3.02 Certain Items Related to Tax Return Preparation.
(a) All Tax Returns relating to a Pre-Distribution Tax Period shall be prepared and filed by the specified party in a manner consistent with past Tax reporting practices of the Ensign Group or the SpinCo Group, as applicable.
(b) Unless otherwise required by a Taxing Authority, the Parties hereby agree to prepare and file all Tax Returns, and to take all other actions, in a manner consistent with this Agreement, the Separation Agreement, the Ancillary Agreements, applicable Law, the Tax Opinion, and any Representation Letter. All Tax Returns shall be filed on a timely basis (taking into account applicable extensions) by the party responsible for filing such Tax Returns under this Agreement; provided, that if a Tax Return is to be signed by an officer of an entity different from the party responsible for filing such Tax Return, the appropriate Party shall have (or cause its Affiliate to have) the appropriate officer sign such Tax Return promptly after presentation thereof for signature.

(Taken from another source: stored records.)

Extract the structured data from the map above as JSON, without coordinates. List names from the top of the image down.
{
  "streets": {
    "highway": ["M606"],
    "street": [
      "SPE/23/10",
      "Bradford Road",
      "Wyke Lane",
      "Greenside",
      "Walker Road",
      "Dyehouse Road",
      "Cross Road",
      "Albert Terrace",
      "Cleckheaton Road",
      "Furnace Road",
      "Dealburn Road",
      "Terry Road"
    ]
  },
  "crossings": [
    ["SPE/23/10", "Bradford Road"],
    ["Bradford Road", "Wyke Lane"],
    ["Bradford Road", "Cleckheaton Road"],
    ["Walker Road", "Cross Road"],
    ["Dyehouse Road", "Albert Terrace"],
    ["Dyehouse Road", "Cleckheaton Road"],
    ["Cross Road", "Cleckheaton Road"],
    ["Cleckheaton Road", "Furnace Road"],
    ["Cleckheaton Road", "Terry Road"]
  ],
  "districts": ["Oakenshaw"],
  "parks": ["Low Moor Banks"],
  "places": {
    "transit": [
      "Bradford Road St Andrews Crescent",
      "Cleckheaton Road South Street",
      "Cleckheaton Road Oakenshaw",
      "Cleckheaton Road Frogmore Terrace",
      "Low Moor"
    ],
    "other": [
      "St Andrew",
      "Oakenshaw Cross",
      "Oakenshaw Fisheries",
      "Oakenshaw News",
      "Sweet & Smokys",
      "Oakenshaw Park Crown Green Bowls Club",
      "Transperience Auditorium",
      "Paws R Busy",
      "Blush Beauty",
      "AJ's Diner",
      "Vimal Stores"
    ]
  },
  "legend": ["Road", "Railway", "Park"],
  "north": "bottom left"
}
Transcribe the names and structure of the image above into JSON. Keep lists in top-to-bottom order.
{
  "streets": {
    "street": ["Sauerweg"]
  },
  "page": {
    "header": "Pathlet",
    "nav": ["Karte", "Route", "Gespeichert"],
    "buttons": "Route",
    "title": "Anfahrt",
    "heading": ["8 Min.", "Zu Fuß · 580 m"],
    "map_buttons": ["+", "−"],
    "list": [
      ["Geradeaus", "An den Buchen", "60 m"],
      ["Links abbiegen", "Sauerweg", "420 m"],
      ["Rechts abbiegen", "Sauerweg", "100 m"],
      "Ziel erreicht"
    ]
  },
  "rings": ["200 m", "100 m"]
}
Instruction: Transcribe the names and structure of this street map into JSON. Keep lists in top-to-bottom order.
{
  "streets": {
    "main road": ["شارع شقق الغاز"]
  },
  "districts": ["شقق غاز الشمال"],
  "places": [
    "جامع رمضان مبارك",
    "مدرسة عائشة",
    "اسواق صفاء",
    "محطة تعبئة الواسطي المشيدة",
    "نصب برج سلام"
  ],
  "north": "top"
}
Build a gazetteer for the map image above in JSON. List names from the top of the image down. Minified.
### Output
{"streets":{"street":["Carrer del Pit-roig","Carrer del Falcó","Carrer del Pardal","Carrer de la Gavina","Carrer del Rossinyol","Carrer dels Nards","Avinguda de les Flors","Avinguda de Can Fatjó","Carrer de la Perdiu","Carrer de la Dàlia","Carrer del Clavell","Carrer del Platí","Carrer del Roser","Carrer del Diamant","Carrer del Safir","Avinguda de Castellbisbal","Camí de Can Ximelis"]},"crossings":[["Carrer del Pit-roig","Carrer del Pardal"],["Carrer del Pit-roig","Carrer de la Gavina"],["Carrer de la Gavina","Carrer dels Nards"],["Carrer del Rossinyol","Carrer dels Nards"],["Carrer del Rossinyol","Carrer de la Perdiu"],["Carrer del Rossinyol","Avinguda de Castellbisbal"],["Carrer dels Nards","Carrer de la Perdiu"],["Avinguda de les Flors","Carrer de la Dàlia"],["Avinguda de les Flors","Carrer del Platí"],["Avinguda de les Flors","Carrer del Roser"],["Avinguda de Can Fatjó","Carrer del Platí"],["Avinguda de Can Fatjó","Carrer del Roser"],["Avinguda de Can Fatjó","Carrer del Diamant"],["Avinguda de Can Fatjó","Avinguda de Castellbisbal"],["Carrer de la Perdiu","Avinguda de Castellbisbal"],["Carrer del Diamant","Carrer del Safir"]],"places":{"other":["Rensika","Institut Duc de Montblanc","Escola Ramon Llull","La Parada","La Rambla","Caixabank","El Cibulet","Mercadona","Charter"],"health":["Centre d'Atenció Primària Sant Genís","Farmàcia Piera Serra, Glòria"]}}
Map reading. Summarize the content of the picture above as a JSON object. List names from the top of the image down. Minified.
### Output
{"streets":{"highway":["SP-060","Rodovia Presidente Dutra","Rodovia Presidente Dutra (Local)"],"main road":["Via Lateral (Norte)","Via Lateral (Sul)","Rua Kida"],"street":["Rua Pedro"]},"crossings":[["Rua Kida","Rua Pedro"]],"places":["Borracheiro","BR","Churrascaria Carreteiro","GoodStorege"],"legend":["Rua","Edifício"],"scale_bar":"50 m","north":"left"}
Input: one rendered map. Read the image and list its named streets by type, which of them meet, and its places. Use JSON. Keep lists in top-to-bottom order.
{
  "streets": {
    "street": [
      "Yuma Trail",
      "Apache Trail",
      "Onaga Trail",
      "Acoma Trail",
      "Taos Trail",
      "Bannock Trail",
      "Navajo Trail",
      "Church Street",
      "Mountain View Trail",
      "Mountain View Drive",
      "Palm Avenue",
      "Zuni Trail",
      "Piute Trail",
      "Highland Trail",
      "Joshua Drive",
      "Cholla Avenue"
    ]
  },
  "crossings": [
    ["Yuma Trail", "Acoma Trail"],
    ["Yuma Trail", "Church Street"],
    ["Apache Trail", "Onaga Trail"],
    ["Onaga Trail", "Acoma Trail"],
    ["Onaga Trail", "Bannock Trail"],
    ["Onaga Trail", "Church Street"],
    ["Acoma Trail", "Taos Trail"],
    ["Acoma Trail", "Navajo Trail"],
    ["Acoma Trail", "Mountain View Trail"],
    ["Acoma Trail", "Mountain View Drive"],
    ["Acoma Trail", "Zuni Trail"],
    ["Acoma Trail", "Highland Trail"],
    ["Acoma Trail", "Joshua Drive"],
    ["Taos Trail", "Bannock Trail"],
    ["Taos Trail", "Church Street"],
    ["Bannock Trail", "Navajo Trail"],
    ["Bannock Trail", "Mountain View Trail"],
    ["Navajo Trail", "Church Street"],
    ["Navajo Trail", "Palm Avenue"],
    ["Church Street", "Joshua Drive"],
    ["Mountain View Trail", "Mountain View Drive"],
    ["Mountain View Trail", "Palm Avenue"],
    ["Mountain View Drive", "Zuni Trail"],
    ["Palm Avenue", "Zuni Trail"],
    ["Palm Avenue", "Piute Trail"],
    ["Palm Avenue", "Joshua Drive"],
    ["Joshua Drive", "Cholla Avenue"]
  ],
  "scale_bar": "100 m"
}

(c) Except as otherwise specifically provided for in this Agreement, each Party shall have the exclusive right, in its reasonable discretion, with respect to any Tax Return for which it is responsible for the filing thereof pursuant to this Agreement, to determine (i) the manner in which such Tax Return shall be prepared and filed, including the accounting methods, positions, conventions and principles of taxation to be used and the manner in which any Tax Item shall be reported; (ii) whether any extensions may be requested; (iii) the election(s) that will be made by Ensign, SpinCo, or any of their Affiliates on such Tax Return; (iv) whether any amended Tax Return shall be filed; (v) whether any claim for Refund shall be made; (vi) whether any Refund shall be paid by way of refund or credited against any liability for the related Tax; and (vii) whether to retain outside firms to prepare or review such Tax Returns; provided, that Ensign shall prepare all Tax Returns for which it has filing responsibility, to the extent such Tax Returns reflect activities of the SpinCo Group, in a manner consistent with past Tax reporting practices with respect to such activities of the SpinCo Group, except as required by Law or regulation.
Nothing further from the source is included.